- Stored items
▬▬▬

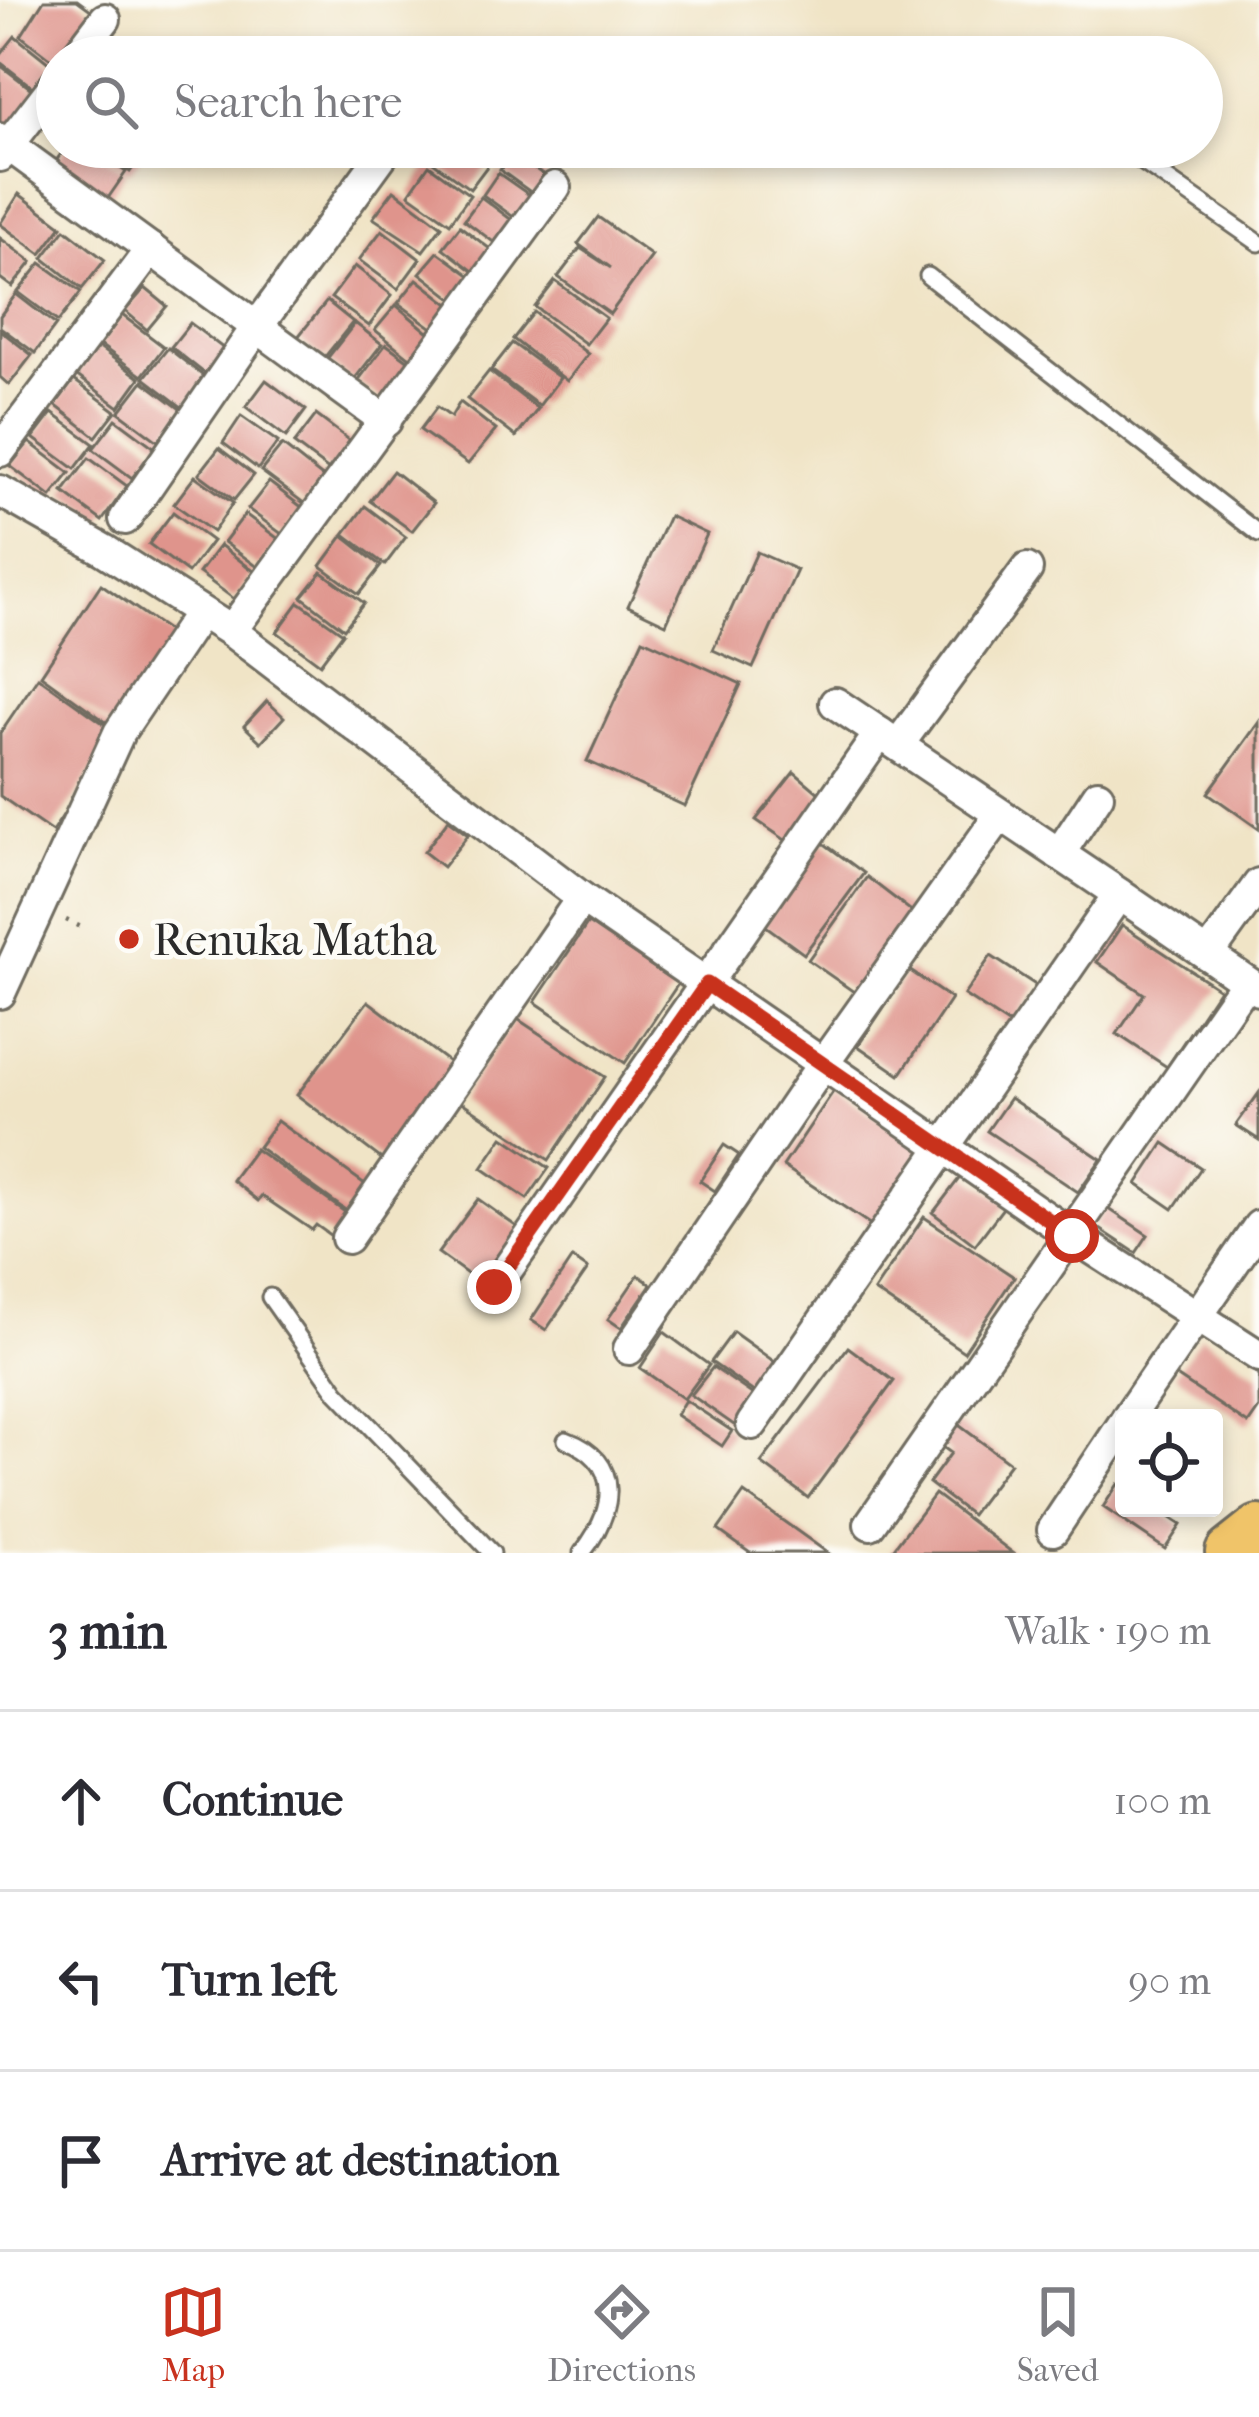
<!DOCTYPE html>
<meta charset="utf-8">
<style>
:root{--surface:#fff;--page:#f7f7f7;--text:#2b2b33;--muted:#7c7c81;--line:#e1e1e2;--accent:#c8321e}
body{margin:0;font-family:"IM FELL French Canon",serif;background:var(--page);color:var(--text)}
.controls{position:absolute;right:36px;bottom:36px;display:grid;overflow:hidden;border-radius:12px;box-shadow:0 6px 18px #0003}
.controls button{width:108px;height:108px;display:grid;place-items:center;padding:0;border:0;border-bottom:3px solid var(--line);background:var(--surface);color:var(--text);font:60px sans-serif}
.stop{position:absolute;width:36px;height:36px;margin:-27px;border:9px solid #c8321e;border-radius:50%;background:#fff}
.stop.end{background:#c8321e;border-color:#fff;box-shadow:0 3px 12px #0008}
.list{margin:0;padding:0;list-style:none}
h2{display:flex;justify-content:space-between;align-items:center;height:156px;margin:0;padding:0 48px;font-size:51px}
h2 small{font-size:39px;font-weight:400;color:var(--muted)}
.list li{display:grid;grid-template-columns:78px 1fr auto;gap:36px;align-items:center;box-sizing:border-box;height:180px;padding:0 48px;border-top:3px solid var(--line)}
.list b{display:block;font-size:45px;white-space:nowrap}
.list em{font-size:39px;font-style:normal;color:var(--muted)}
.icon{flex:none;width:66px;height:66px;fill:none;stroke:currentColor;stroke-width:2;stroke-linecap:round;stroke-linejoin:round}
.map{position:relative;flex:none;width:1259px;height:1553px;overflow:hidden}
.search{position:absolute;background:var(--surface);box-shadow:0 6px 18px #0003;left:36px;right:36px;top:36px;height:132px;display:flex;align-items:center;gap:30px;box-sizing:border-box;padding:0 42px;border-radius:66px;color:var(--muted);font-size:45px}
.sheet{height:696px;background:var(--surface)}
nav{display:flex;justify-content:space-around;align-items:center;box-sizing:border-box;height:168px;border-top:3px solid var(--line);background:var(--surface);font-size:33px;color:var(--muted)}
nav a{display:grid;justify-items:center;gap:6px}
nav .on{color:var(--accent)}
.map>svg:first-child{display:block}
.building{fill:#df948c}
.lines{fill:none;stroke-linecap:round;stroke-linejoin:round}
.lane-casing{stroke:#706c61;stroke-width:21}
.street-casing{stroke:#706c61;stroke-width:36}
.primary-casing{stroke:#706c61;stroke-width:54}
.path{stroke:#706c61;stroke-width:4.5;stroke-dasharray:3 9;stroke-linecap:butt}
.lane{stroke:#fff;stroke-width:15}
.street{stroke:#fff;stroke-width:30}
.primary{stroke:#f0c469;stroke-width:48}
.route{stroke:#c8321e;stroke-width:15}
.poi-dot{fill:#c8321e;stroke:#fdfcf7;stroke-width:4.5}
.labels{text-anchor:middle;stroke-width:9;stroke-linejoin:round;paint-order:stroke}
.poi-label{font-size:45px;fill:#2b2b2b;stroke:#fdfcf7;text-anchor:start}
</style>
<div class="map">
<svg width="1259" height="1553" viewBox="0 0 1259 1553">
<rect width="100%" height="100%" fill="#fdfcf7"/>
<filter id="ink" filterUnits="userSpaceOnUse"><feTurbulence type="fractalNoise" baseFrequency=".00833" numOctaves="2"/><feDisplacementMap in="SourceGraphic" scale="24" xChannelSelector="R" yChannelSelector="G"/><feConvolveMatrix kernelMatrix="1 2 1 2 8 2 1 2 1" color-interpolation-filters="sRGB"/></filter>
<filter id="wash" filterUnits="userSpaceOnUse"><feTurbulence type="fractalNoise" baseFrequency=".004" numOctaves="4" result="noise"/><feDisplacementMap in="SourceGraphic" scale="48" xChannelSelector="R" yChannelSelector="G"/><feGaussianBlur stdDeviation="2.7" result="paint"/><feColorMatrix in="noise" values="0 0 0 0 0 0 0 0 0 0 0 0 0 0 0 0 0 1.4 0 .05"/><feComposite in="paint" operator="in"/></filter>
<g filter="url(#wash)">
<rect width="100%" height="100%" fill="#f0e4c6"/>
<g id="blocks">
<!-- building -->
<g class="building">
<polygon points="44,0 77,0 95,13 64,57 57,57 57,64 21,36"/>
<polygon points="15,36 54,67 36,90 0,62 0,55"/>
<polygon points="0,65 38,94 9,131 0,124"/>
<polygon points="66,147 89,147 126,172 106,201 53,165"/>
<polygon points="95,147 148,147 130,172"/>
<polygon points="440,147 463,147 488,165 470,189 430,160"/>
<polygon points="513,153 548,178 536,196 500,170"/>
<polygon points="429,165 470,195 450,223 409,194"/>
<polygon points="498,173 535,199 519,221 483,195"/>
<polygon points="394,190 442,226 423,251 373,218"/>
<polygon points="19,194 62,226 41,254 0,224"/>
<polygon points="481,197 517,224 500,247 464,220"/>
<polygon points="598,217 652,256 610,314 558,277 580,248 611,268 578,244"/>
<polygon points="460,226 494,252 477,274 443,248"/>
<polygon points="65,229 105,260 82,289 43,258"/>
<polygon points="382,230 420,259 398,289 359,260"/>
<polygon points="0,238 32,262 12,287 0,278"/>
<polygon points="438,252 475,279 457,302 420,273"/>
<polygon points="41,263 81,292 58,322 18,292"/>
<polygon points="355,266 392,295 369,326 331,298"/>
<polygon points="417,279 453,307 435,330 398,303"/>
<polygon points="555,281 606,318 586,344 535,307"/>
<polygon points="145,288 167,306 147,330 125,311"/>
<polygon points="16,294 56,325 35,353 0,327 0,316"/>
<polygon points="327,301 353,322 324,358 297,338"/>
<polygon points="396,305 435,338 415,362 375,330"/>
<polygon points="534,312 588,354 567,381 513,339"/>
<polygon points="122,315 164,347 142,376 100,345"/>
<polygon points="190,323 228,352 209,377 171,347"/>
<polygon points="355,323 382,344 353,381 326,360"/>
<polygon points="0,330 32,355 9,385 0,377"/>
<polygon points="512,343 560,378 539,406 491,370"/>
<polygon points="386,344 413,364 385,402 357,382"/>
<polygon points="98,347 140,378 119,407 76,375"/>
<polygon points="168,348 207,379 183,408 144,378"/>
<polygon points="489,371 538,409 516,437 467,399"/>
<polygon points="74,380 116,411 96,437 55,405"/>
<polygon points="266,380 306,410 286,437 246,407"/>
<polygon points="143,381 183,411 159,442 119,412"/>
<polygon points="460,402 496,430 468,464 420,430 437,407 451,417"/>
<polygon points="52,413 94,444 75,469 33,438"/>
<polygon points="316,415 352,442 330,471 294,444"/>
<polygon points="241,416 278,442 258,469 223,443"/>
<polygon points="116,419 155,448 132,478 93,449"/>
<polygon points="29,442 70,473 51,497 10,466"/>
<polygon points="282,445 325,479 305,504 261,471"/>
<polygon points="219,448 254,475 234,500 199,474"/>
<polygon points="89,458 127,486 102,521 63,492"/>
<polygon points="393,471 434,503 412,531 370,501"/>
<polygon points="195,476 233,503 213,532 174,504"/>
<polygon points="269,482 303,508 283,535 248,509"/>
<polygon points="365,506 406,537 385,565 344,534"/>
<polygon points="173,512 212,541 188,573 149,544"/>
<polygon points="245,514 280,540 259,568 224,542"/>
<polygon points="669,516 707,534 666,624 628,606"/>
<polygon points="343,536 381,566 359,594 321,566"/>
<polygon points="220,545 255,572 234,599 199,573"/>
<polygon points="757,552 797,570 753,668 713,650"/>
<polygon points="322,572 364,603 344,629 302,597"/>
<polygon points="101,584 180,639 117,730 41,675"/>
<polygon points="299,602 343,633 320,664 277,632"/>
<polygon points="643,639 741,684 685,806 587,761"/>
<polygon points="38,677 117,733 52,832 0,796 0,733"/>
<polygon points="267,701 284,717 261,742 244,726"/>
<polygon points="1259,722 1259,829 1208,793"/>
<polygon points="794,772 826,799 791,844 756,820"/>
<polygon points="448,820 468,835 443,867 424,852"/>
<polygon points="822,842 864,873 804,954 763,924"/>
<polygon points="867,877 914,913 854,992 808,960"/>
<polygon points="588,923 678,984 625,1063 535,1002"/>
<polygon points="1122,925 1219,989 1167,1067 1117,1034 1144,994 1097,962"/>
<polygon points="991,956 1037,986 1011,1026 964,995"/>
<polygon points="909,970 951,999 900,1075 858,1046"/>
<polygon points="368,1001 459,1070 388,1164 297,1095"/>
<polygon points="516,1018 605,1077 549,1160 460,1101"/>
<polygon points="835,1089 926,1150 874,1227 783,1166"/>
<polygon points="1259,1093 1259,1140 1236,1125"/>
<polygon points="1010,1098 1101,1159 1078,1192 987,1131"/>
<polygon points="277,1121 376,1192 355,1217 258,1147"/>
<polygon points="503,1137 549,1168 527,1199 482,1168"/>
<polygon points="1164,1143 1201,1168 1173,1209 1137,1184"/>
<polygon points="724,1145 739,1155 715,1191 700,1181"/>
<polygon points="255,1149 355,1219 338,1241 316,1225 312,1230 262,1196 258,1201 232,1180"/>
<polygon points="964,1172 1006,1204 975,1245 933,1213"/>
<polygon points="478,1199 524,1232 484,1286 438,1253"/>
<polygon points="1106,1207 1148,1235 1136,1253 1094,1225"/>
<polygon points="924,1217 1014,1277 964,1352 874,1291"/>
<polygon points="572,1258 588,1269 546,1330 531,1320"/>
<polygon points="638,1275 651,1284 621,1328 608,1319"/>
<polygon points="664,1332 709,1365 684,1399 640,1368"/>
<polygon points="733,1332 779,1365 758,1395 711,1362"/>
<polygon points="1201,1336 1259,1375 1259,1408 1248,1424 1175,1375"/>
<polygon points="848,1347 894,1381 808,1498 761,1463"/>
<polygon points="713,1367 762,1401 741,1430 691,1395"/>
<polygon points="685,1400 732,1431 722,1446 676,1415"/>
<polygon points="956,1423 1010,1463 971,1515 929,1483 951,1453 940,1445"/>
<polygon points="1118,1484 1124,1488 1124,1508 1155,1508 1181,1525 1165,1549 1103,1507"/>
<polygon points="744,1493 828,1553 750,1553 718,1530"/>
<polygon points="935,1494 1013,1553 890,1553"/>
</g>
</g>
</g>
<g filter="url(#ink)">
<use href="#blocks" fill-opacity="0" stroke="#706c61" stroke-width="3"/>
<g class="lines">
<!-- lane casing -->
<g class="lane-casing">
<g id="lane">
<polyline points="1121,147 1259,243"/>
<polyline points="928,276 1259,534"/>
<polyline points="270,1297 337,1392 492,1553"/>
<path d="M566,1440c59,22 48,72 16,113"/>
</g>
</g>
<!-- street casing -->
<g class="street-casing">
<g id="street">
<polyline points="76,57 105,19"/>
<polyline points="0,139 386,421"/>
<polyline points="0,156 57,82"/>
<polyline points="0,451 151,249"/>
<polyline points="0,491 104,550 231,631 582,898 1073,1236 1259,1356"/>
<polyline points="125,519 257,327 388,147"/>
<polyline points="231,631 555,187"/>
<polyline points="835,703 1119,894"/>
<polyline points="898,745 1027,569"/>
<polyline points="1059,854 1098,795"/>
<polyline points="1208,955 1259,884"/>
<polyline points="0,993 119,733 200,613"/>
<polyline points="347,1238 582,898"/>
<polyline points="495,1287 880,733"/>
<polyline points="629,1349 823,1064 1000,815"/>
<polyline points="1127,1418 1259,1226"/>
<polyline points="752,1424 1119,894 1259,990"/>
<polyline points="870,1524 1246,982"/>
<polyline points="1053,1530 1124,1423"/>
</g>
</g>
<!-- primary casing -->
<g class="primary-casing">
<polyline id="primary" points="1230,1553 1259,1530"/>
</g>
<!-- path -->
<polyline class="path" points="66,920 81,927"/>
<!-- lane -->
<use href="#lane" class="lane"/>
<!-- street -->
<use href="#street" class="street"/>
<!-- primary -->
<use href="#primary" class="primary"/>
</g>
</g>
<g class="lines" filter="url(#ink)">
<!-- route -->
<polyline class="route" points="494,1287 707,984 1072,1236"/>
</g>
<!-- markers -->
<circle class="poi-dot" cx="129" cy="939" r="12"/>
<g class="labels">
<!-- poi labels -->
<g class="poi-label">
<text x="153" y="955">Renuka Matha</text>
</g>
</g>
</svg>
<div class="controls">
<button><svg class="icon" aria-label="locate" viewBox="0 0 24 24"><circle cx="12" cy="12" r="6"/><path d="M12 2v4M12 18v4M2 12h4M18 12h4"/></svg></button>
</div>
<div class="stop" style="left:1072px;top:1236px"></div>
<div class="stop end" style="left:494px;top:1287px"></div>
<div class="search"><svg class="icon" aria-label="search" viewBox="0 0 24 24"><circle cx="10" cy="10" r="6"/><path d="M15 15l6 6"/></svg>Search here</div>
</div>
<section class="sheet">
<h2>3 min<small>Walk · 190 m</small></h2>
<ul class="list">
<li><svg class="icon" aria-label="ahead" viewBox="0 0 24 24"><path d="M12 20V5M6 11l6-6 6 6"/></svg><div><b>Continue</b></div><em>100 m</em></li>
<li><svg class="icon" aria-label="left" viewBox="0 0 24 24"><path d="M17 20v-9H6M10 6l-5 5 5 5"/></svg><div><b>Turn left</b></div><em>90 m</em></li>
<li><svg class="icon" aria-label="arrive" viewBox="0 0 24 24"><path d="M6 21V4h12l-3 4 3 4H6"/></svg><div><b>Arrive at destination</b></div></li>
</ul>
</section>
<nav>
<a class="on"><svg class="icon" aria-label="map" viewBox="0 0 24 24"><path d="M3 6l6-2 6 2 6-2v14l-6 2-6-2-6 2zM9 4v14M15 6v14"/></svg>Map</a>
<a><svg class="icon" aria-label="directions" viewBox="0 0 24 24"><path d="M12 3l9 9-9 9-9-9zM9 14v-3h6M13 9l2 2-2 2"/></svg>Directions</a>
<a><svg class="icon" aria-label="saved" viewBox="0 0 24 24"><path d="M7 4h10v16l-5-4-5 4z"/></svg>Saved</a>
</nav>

▬▬▬

- Exercise description
From the data above, copy each line with the string "content" in it.

- Output of the task
h2{display:flex;justify-content:space-between;align-items:center;height:156px;margin:0;padding:0 48px;font-size:51px}
nav{display:flex;justify-content:space-around;align-items:center;box-sizing:border-box;height:168px;border-top:3px solid var(--line);background:var(--surface);font-size:33px;color:var(--muted)}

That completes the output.